:: About this task ::
What you return must match the entries word for word, minus the pictures.

>>>

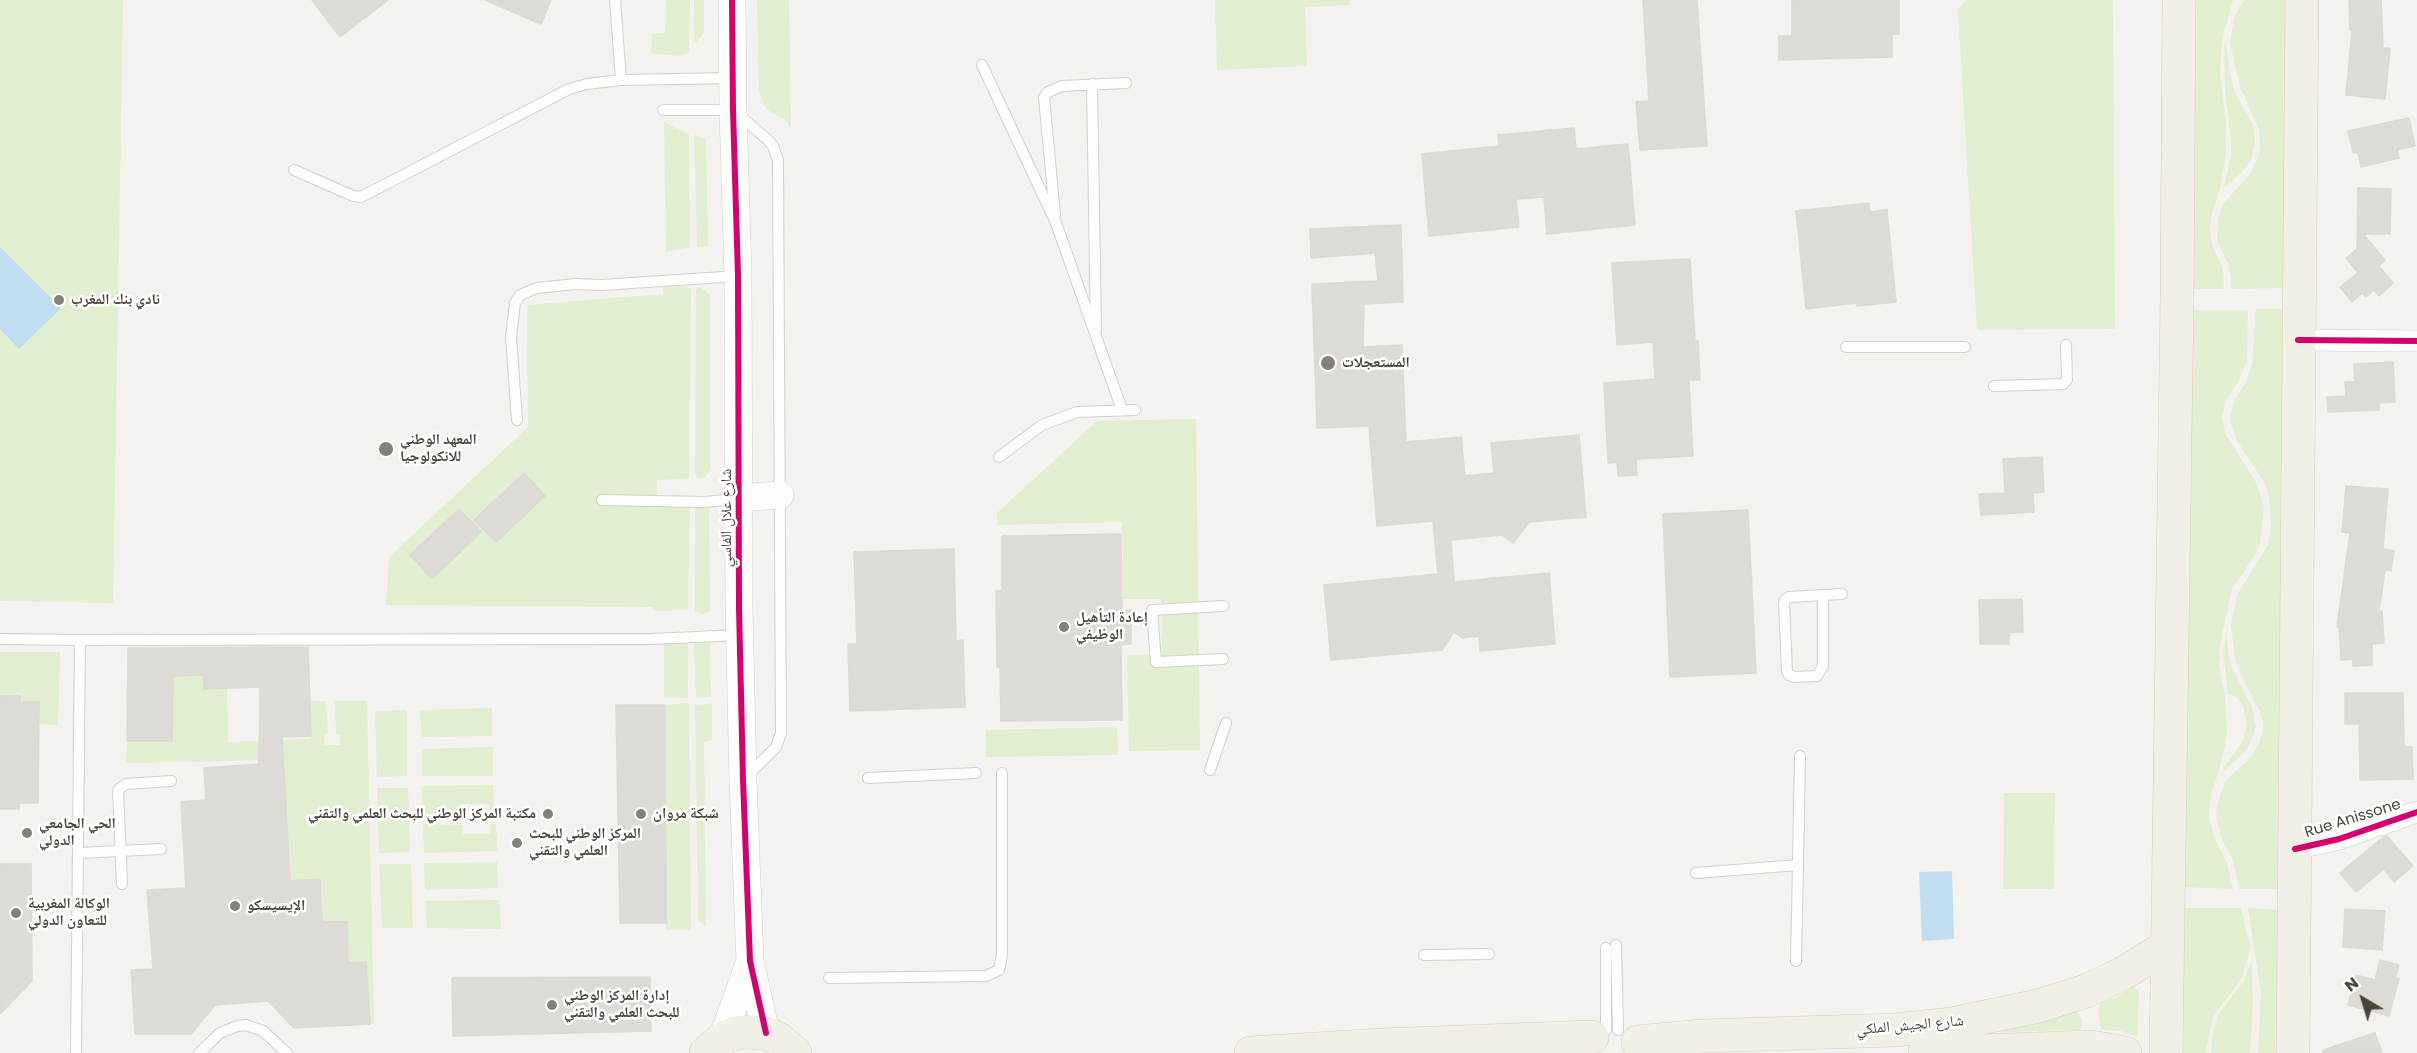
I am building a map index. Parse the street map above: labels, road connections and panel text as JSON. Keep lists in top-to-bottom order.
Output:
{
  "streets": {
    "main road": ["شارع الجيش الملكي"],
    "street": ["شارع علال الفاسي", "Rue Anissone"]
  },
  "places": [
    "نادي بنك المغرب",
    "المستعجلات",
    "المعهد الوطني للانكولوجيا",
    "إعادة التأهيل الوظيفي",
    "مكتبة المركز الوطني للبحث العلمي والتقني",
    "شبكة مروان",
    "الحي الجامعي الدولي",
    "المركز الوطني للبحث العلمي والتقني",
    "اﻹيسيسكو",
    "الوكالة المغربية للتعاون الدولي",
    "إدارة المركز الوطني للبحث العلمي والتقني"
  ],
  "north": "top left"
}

<<<

:: Completed task ::
I am building a map index. Parse the street map above: labels, road connections and panel text as JSON. Keep lists in top-to-bottom order.
Output:
{
  "streets": {
    "main road": ["شارع الجيش الملكي"],
    "street": ["شارع علال الفاسي", "Rue Anissone"]
  },
  "places": [
    "نادي بنك المغرب",
    "المستعجلات",
    "المعهد الوطني للانكولوجيا",
    "إعادة التأهيل الوظيفي",
    "مكتبة المركز الوطني للبحث العلمي والتقني",
    "شبكة مروان",
    "الحي الجامعي الدولي",
    "المركز الوطني للبحث العلمي والتقني",
    "اﻹيسيسكو",
    "الوكالة المغربية للتعاون الدولي",
    "إدارة المركز الوطني للبحث العلمي والتقني"
  ],
  "north": "top left"
}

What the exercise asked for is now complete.